Worcester cops beat a Latino man to death and Sargent said he’s never witnessed any racism while on the force. I can say a lot of snarky things about this and I did on Twitter already but earnestly how can you adopt that position and instill any trust at all that you understand or even care about systemic racism? You can’t. It’s a semantic hard stop. Sargent has certainly and beyond a shadow of a doubt witnessed countless acts of racism in his time as a cop. He’s lying, or he doesn’t understand what racism is, or more likely a little of both.
Later in the meeting, he doubled down when Board of Health member David Ford pressed him on the point that inherent bias and systemic racism exist in every institution, including the Worcester Police Department. In so many words, Sargent said nope, no it doesn’t. Ford said the Board of Health is here to help the police better understand the concept of racism as a public health issue. They’re public health experts and race relations experts, and Sargent is not. Sargent responded in the way he always does: he said “We’ll have the conversation,” which basically means we’ll sit here and pretend to listen and then go back to doing what we been doing.
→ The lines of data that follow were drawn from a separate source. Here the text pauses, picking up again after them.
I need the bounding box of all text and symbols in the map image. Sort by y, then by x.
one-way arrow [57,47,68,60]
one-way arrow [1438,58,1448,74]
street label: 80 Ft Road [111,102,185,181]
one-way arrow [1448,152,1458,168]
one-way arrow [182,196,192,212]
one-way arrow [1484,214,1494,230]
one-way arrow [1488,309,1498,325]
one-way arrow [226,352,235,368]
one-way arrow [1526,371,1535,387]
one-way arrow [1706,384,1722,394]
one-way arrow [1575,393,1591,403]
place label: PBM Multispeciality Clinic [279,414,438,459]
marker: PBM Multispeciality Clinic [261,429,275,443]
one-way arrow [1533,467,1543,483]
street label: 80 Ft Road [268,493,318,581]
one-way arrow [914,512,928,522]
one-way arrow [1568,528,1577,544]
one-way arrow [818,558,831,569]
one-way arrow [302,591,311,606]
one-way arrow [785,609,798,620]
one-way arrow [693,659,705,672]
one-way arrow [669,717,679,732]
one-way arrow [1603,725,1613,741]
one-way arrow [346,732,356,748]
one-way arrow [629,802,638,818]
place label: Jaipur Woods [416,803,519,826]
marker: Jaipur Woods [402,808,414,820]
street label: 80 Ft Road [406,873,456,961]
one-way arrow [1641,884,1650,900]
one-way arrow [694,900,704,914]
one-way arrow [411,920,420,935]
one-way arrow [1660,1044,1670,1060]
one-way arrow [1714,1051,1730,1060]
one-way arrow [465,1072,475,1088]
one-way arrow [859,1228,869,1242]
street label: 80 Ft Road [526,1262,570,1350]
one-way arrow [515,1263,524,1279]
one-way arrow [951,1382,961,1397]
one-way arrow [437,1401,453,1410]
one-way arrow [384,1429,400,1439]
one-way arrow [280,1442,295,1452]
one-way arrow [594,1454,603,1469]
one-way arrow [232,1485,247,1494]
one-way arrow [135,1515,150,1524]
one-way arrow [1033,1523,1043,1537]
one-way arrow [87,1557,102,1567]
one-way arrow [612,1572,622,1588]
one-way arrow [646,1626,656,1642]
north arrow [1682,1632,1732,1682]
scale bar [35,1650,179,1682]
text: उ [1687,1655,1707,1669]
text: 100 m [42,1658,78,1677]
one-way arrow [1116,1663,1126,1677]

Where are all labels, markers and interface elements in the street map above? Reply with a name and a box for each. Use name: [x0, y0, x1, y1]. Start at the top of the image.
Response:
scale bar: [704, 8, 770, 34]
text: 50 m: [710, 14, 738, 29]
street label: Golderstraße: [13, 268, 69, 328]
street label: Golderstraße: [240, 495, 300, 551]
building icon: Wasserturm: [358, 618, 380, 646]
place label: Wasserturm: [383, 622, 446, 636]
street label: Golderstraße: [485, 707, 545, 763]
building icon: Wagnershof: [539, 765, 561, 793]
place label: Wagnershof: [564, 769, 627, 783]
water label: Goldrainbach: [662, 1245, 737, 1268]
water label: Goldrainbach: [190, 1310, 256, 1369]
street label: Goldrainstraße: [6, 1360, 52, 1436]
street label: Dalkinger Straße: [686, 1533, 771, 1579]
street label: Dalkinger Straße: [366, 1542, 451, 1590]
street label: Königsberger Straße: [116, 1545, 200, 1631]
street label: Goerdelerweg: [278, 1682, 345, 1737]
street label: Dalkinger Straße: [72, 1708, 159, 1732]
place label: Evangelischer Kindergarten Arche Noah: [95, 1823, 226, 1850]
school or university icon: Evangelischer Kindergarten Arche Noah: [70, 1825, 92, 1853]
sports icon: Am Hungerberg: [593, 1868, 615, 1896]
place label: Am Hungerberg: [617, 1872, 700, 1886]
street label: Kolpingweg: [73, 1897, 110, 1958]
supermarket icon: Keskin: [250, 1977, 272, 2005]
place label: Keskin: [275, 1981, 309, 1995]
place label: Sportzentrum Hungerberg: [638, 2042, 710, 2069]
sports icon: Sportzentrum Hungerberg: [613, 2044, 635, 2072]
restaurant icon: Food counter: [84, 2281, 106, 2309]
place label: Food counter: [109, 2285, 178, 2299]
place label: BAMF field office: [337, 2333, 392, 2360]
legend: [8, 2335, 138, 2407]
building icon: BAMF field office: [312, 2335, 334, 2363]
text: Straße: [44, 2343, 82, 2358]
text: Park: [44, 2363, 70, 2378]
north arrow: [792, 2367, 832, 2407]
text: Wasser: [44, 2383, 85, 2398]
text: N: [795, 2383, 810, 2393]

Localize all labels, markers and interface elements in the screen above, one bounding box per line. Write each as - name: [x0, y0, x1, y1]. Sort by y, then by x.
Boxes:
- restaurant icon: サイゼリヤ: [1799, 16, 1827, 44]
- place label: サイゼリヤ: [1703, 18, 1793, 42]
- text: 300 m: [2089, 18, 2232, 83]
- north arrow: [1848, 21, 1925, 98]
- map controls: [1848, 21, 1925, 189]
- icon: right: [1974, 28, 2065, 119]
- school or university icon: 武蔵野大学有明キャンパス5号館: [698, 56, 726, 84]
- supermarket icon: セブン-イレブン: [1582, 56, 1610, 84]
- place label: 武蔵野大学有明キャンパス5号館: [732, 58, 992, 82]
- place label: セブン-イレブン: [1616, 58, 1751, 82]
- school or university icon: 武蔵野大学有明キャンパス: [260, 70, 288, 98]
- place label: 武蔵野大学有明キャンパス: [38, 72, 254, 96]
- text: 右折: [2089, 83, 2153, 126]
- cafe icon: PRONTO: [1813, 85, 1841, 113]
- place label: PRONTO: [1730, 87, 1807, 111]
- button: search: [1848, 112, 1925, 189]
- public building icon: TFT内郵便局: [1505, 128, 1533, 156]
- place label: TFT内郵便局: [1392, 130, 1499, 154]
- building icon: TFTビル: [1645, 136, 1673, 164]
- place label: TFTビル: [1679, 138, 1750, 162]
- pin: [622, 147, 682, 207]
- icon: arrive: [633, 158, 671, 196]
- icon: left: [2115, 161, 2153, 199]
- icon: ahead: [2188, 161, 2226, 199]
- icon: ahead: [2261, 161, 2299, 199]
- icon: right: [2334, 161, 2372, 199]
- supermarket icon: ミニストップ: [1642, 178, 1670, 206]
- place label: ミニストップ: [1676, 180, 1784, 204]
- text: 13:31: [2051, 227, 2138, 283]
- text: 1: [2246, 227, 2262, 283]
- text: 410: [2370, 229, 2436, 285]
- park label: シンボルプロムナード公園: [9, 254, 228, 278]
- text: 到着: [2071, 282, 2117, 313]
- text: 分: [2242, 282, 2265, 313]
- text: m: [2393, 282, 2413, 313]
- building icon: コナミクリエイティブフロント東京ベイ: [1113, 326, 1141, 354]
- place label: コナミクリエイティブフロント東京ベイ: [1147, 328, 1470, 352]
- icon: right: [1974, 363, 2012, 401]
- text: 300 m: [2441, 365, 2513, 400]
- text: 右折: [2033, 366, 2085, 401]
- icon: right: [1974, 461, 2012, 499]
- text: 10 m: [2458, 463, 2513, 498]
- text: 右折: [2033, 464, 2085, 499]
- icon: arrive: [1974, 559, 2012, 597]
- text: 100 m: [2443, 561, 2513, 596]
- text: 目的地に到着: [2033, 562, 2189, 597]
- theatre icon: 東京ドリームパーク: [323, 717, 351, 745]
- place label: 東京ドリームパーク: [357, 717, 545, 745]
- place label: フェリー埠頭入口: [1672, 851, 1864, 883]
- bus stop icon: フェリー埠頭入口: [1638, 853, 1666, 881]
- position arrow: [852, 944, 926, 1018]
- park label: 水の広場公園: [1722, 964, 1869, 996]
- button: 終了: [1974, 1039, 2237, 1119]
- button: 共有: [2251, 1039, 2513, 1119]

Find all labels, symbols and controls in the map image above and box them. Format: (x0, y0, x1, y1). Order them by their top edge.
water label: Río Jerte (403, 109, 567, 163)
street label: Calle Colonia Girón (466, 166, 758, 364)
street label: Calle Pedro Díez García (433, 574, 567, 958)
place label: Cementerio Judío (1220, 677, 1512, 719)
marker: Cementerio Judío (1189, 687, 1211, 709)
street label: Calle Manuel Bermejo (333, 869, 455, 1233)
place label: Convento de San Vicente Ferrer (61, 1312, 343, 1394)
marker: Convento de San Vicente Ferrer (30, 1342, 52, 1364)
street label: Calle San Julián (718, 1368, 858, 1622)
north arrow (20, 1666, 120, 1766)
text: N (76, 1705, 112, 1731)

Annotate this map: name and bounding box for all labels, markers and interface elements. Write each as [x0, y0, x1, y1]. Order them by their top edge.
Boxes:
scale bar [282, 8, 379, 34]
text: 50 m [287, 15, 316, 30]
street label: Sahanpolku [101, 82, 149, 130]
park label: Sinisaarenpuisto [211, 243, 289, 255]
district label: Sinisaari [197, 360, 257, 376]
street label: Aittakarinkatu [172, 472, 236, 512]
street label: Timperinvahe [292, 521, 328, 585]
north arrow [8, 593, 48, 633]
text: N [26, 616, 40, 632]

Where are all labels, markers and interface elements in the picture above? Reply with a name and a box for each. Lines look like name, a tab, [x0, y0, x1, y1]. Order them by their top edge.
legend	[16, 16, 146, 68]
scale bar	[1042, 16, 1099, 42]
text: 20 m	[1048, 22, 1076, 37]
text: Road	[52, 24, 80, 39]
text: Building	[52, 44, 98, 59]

When someone tells you they’ll have the conversation you know off the bat the conversation is pointless.
Denying that racism exists in your institution is not just a dumb thing to say, it’s actively harmful. It’s closing your eyes and putting your hands over your ears and going lalalalala. Sargent’s rhetoric very closely mirrors that of School Committee ghoul John Monfredo when he said last year he’s never seen an instance of racism in the Worcester Public Schools. Seems like it’s the preferred townie line and I’m sure it plays very well to all the people in Worcester who would rather not grapple with the relatively straightforward concept of systemic racism and that is unfortunately a lot of people.
That is the main problem here. You have to acknowledge there’s a problem to fix it. In Worcester we are not acknowledging the problem. We’re saying it doesn’t happen here and oh it’s a shame what these other places are going through but here in Worcester we’re different. Nonsense.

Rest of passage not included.